[Source records]
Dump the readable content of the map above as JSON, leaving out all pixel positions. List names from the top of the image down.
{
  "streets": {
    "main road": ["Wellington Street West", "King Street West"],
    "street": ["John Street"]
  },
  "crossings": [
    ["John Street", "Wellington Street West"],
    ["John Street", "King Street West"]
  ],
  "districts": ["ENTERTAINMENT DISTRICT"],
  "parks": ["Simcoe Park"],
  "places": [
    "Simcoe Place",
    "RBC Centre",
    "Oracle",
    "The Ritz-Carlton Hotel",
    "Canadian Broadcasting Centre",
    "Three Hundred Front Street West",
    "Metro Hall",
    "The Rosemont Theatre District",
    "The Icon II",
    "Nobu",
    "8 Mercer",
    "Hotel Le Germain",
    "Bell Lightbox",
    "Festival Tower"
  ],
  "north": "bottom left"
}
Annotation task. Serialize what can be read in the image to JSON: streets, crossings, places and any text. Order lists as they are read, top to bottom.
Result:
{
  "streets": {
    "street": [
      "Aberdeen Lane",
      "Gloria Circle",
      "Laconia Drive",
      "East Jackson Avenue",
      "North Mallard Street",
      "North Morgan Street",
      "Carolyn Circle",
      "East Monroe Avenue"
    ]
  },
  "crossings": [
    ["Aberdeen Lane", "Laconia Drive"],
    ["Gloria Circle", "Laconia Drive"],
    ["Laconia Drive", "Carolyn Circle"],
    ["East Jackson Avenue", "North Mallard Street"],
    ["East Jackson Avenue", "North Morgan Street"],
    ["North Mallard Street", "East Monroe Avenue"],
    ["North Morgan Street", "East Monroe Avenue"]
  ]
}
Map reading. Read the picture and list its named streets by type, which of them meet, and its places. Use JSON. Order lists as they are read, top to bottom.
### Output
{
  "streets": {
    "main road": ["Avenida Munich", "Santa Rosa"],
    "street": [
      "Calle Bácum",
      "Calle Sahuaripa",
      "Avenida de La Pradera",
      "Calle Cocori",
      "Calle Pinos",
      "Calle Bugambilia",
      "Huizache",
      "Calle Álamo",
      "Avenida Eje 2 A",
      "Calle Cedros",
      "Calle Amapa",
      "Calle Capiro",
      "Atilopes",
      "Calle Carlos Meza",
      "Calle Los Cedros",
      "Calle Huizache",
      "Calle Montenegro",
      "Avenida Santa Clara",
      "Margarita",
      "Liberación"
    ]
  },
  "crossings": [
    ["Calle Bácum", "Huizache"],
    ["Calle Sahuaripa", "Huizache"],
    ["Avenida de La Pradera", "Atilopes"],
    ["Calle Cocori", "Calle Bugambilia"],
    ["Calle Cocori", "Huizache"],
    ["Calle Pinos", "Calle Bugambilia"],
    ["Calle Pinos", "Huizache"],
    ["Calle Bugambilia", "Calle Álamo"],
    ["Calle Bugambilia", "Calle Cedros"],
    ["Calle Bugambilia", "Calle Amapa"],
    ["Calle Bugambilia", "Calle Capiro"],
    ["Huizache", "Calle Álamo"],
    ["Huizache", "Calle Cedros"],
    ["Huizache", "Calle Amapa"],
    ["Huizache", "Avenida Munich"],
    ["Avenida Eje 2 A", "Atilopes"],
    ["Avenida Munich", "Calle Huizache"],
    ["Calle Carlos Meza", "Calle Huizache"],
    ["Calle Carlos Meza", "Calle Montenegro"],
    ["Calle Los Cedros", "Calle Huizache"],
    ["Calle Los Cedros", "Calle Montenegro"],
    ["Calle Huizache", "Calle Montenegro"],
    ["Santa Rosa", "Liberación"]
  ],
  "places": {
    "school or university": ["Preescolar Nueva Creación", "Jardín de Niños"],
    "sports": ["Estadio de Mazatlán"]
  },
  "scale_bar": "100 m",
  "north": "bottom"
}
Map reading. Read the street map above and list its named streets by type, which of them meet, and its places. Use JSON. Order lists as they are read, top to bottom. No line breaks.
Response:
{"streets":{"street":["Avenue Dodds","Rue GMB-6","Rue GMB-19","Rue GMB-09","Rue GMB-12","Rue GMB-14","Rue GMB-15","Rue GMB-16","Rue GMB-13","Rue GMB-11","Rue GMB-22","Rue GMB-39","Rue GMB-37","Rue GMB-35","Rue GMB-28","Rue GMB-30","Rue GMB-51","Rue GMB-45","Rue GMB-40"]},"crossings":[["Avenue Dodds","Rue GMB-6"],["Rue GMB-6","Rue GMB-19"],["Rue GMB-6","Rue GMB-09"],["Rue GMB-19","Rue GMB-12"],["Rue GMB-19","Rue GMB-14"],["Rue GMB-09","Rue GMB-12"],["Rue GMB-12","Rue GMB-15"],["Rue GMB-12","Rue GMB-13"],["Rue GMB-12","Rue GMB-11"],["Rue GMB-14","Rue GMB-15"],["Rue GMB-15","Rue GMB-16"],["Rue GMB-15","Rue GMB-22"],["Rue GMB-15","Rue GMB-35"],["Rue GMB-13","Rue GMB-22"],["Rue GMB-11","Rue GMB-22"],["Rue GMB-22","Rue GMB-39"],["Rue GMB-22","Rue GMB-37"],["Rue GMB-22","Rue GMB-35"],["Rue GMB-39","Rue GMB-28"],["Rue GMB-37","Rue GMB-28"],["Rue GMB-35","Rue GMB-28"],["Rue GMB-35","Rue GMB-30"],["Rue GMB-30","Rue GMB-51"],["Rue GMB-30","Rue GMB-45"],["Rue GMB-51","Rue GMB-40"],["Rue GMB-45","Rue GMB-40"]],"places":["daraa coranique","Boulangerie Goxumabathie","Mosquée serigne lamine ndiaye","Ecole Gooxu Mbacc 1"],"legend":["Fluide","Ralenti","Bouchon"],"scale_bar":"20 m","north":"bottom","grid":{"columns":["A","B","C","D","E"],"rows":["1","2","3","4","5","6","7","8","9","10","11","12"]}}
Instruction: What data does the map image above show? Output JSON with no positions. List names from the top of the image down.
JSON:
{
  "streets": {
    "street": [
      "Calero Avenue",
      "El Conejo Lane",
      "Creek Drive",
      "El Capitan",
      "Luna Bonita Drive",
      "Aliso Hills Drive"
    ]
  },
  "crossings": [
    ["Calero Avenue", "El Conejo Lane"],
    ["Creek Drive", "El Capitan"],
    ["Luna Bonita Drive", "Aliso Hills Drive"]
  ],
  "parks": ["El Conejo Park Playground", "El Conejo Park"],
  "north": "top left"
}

Task details: An exact copy of the lines from the one containing "Map reading. Read the street" through the end of the data above is the whole answer.

Your solution:
Map reading. Read the street map above and list its named streets by type, which of them meet, and its places. Use JSON. Order lists as they are read, top to bottom. No line breaks.
Response:
{"streets":{"street":["Avenue Dodds","Rue GMB-6","Rue GMB-19","Rue GMB-09","Rue GMB-12","Rue GMB-14","Rue GMB-15","Rue GMB-16","Rue GMB-13","Rue GMB-11","Rue GMB-22","Rue GMB-39","Rue GMB-37","Rue GMB-35","Rue GMB-28","Rue GMB-30","Rue GMB-51","Rue GMB-45","Rue GMB-40"]},"crossings":[["Avenue Dodds","Rue GMB-6"],["Rue GMB-6","Rue GMB-19"],["Rue GMB-6","Rue GMB-09"],["Rue GMB-19","Rue GMB-12"],["Rue GMB-19","Rue GMB-14"],["Rue GMB-09","Rue GMB-12"],["Rue GMB-12","Rue GMB-15"],["Rue GMB-12","Rue GMB-13"],["Rue GMB-12","Rue GMB-11"],["Rue GMB-14","Rue GMB-15"],["Rue GMB-15","Rue GMB-16"],["Rue GMB-15","Rue GMB-22"],["Rue GMB-15","Rue GMB-35"],["Rue GMB-13","Rue GMB-22"],["Rue GMB-11","Rue GMB-22"],["Rue GMB-22","Rue GMB-39"],["Rue GMB-22","Rue GMB-37"],["Rue GMB-22","Rue GMB-35"],["Rue GMB-39","Rue GMB-28"],["Rue GMB-37","Rue GMB-28"],["Rue GMB-35","Rue GMB-28"],["Rue GMB-35","Rue GMB-30"],["Rue GMB-30","Rue GMB-51"],["Rue GMB-30","Rue GMB-45"],["Rue GMB-51","Rue GMB-40"],["Rue GMB-45","Rue GMB-40"]],"places":["daraa coranique","Boulangerie Goxumabathie","Mosquée serigne lamine ndiaye","Ecole Gooxu Mbacc 1"],"legend":["Fluide","Ralenti","Bouchon"],"scale_bar":"20 m","north":"bottom","grid":{"columns":["A","B","C","D","E"],"rows":["1","2","3","4","5","6","7","8","9","10","11","12"]}}
Instruction: What data does the map image above show? Output JSON with no positions. List names from the top of the image down.
JSON:
{
  "streets": {
    "street": [
      "Calero Avenue",
      "El Conejo Lane",
      "Creek Drive",
      "El Capitan",
      "Luna Bonita Drive",
      "Aliso Hills Drive"
    ]
  },
  "crossings": [
    ["Calero Avenue", "El Conejo Lane"],
    ["Creek Drive", "El Capitan"],
    ["Luna Bonita Drive", "Aliso Hills Drive"]
  ],
  "parks": ["El Conejo Park Playground", "El Conejo Park"],
  "north": "top left"
}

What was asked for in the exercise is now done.